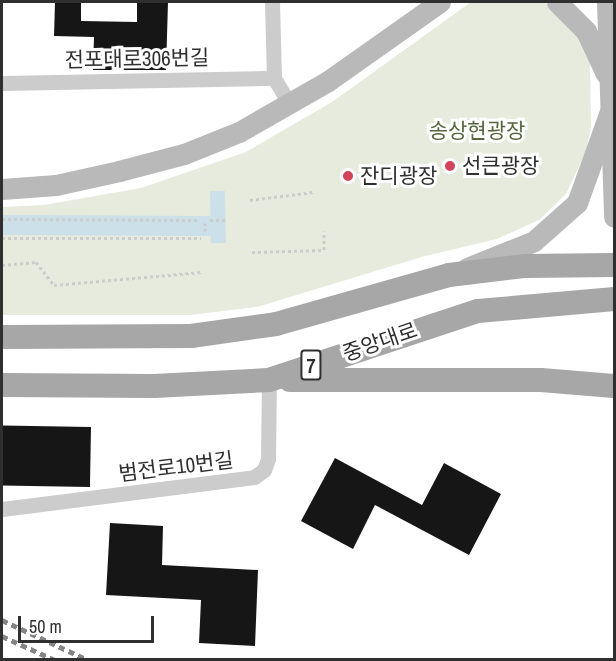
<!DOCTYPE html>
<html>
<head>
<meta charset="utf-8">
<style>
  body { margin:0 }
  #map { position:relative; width:616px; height:661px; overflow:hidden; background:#fff; font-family:"Archivo Narrow","Noto Sans KR",sans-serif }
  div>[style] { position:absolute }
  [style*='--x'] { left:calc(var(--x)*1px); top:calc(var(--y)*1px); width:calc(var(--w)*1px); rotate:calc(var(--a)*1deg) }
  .green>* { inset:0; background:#e6ebde }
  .water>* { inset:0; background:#cce0e9; transform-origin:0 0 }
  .canal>* { height:20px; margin:-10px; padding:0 10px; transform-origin:10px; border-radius:10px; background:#cce0e9 }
  .building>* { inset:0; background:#161616; transform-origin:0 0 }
  .path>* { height:3px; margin-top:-1.5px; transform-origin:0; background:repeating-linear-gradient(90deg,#ccc 0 3px,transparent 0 6px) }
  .street>* { height:15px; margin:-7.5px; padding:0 7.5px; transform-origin:7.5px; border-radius:7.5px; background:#ccc }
  .secondary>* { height:21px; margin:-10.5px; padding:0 10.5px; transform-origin:10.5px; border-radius:10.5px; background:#b9b9b9 }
  .primary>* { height:24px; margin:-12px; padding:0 12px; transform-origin:12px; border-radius:12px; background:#a7a7a7 }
  .rail>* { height:4.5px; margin-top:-2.25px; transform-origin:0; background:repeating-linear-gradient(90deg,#848484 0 6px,transparent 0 10.5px) }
  .dots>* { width:16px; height:16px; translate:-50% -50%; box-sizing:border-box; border:3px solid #fff; border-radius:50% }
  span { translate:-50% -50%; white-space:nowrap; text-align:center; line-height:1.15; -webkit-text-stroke:6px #fff; paint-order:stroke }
  .shield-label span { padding:2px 4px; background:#fff; border:2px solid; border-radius:4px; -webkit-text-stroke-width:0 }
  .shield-label { font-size:20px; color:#2f2f2f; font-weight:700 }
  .street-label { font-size:21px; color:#2f2f2f }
  .park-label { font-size:21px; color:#566740 }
  .poi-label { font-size:21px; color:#2f2f2f }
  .left { translate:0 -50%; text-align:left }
  .frame { position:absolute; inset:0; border:3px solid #2f2f2f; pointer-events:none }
  .scale { position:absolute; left:18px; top:616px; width:136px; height:27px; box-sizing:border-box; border:3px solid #2f2f2f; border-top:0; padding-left:8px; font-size:18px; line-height:21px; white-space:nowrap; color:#2f2f2f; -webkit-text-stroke:4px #fff; paint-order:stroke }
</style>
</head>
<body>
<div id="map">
  <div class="green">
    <div style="clip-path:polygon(471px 2px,541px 2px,551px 5px,571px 21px,590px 63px,591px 128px,586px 151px,566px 194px,539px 220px,497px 239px,425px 256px,257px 307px,190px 315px,2px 315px,2px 207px,44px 205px,141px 188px,246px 152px,332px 102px)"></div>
  </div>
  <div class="water">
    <div style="left:225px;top:191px;width:52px;height:15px;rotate:89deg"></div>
  </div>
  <div class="canal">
    <div style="--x:2;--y:225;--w:208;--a:0.3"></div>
  </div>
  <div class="building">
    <div style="clip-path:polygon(55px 2px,81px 2px,81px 21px,137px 22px,137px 2px,168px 2px,166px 70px,93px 70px,94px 37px,54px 36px)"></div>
    <div style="left:91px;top:427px;width:60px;height:89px;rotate:91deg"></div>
    <div style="clip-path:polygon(335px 458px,422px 505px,444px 463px,501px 494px,469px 555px,375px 505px,353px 549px,301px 521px)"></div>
    <div style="clip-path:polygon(110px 523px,163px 526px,162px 565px,258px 570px,255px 646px,199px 643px,201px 600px,106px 595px)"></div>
  </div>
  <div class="path">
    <div style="--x:250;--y:200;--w:64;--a:-7.1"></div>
    <div style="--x:2;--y:219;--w:198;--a:0.3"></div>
    <div style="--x:210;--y:220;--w:16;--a:0"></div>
    <div style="--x:205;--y:223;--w:8;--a:90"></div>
    <div style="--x:2;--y:238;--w:199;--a:0"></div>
    <div style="--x:252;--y:252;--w:72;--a:-1.6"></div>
    <div style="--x:324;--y:250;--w:19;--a:-90"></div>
    <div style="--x:2;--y:265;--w:34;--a:-5"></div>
    <div style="--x:36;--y:262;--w:29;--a:52"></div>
    <div style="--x:54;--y:285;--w:149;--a:-5"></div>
  </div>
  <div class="street">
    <div style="--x:272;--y:2;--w:76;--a:88.5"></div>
    <div style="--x:274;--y:78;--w:31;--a:59"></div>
    <div style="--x:2;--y:83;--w:272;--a:-1.1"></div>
    <div style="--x:2;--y:509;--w:254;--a:-7.2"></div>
    <div style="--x:254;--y:477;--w:12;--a:-35"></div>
    <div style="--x:264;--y:470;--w:12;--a:-70"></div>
    <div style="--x:268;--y:459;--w:79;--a:-89.3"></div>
  </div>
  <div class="secondary">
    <div style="--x:557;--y:2;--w:41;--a:45"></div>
    <div style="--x:586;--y:31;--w:47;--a:65.1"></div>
    <div style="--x:607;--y:2;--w:215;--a:88.1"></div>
    <div style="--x:2;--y:189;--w:54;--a:-4.2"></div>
    <div style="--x:56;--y:185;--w:65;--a:-12.5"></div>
    <div style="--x:119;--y:171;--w:67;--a:-14.7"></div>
    <div style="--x:184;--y:154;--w:59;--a:-21.8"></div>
    <div style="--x:239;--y:132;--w:103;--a:-29.8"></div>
    <div style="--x:328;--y:81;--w:137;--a:-35.2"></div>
    <div style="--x:467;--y:268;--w:72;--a:-21.9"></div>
    <div style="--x:534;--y:241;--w:57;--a:-41.5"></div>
    <div style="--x:577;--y:203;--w:103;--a:-70.2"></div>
  </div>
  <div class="primary">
    <div style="--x:2;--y:337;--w:189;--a:-0.3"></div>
    <div style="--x:191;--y:336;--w:86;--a:-8"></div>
    <div style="--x:276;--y:324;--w:180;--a:-15.8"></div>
    <div style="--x:449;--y:275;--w:77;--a:-6.8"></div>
    <div style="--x:525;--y:266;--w:89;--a:-0.6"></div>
    <div style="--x:290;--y:380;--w:251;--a:0"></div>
    <div style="--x:541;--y:380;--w:73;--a:4.7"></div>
    <div style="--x:2;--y:385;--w:152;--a:0.4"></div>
    <div style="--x:154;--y:386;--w:115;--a:-3"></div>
    <div style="--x:269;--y:380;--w:220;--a:-18.3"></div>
    <div style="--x:478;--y:311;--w:137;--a:-5"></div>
  </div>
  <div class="rail">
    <div style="--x:2;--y:620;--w:95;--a:24.9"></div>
    <div style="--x:2;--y:636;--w:58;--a:24.4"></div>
  </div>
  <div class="dots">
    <div style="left:450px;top:166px;background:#d4435c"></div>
    <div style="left:348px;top:176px;background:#d4435c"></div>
  </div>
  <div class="shield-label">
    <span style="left:311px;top:365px">7</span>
  </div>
  <div class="street-label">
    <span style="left:137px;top:59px;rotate:-1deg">전포대로306번길</span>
    <span style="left:380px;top:342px;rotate:-19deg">중앙대로</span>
    <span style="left:176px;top:467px;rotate:-7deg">범전로10번길</span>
  </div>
  <div class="park-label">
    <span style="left:477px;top:131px">송상현광장</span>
  </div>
  <div class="poi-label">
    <span class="left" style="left:462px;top:166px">선큰광장</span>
    <span class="left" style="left:360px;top:176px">잔디광장</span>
  </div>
  <div class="frame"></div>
  <div class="scale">50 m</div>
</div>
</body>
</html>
___
● **YOUR TASK**
The answer consists of the lines above that include the word "water", each copied exactly.

● **TASK ANSWER**
  .water>* { inset:0; background:#cce0e9; transform-origin:0 0 }
  <div class="water">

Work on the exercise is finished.